» TASK DIRECTIONS:
Read the records and gather each line that includes "margin".

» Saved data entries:
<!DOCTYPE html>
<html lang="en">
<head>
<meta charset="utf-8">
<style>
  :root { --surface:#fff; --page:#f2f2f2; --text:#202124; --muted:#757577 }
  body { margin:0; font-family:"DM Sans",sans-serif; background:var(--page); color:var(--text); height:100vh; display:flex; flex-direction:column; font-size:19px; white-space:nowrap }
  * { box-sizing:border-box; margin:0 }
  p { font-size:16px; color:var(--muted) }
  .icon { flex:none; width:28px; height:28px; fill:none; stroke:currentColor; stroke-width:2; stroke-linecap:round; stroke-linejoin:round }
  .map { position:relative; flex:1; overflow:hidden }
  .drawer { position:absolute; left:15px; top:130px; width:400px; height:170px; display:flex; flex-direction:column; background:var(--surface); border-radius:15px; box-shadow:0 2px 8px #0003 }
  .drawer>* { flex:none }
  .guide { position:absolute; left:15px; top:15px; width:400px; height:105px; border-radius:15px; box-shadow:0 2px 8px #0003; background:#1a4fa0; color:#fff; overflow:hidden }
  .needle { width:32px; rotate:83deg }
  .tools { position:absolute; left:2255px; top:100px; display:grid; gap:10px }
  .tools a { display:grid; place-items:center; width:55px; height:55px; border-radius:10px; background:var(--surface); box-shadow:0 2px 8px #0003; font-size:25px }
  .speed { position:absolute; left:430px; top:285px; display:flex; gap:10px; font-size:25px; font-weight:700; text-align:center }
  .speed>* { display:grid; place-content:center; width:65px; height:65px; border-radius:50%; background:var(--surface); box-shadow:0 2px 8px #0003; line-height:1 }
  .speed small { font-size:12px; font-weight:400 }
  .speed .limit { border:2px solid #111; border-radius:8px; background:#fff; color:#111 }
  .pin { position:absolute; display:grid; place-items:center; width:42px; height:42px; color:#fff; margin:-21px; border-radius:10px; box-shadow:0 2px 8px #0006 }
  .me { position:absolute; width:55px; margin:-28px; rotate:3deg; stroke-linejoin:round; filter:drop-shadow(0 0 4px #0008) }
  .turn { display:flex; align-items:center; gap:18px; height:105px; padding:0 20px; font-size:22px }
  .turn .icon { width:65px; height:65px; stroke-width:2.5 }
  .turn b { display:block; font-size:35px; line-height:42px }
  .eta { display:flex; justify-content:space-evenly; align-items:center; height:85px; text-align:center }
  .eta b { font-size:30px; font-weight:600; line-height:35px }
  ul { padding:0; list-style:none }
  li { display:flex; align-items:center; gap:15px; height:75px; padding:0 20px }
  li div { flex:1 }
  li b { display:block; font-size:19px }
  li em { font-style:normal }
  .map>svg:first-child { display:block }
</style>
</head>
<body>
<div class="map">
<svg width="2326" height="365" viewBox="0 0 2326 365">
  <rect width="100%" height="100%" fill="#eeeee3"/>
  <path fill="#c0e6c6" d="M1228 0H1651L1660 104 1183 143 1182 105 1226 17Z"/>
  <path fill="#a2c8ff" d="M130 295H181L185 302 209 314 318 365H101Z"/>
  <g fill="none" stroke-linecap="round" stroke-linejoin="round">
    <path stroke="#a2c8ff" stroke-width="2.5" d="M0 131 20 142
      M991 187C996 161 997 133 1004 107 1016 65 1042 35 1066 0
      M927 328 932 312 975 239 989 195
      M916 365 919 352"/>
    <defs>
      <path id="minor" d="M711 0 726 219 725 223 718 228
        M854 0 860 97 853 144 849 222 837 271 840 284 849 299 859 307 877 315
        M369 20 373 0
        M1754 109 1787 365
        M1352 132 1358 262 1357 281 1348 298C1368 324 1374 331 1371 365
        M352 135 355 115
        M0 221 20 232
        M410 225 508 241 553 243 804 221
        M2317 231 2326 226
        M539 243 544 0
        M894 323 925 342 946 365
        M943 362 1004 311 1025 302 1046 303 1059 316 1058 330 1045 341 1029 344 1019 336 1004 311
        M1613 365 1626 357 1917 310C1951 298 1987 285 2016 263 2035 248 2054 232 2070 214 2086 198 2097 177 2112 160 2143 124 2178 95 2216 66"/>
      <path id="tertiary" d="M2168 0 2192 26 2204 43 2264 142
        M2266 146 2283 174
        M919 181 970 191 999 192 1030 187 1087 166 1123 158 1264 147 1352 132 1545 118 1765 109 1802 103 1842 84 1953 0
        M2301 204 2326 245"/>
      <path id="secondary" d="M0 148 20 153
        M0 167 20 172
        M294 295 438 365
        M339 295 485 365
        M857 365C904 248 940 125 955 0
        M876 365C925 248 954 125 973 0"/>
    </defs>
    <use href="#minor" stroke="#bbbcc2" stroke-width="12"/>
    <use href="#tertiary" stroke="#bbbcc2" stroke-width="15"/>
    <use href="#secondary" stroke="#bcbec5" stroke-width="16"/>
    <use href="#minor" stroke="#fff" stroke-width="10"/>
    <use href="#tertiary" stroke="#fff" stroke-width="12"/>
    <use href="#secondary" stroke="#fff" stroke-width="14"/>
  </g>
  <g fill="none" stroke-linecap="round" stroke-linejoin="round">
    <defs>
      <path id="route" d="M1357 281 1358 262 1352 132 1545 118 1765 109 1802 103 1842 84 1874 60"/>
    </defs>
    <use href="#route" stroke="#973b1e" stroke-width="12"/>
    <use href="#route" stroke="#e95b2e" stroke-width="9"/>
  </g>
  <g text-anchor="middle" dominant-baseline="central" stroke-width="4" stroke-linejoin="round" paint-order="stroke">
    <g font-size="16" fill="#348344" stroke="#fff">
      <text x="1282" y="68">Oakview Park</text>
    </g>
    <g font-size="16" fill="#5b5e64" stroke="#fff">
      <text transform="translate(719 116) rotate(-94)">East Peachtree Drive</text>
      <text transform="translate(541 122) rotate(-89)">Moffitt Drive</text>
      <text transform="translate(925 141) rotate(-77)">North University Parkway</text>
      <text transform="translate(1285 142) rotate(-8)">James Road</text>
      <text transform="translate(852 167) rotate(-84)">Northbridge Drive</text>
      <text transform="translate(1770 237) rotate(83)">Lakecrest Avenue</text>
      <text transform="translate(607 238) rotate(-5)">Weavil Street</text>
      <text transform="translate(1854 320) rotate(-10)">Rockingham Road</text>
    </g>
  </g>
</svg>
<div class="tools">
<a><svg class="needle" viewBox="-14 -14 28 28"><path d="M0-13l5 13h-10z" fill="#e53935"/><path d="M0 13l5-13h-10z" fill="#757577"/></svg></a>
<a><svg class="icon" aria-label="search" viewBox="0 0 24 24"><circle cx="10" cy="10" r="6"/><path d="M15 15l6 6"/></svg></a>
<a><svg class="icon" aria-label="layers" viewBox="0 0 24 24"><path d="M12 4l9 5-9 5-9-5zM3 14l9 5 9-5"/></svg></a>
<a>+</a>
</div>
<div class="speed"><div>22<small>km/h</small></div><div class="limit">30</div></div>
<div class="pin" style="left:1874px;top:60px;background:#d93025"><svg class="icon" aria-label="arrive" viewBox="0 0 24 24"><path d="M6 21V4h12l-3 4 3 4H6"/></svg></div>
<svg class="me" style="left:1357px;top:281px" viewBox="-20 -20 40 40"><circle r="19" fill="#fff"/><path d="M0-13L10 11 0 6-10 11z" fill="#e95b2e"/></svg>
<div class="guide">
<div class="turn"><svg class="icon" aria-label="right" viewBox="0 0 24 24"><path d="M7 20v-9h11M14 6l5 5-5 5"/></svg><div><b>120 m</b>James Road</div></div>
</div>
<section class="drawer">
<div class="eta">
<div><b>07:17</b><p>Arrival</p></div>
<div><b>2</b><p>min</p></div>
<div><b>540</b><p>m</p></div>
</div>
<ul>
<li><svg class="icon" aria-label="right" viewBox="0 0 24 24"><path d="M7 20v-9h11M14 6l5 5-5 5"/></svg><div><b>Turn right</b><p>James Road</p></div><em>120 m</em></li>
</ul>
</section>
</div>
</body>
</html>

» RESULT BELOW:
  body { margin:0; font-family:"DM Sans",sans-serif; background:var(--page); color:var(--text); height:100vh; display:flex; flex-direction:column; font-size:19px; white-space:nowrap }
  * { box-sizing:border-box; margin:0 }
  .pin { position:absolute; display:grid; place-items:center; width:42px; height:42px; color:#fff; margin:-21px; border-radius:10px; box-shadow:0 2px 8px #0006 }
  .me { position:absolute; width:55px; margin:-28px; rotate:3deg; stroke-linejoin:round; filter:drop-shadow(0 0 4px #0008) }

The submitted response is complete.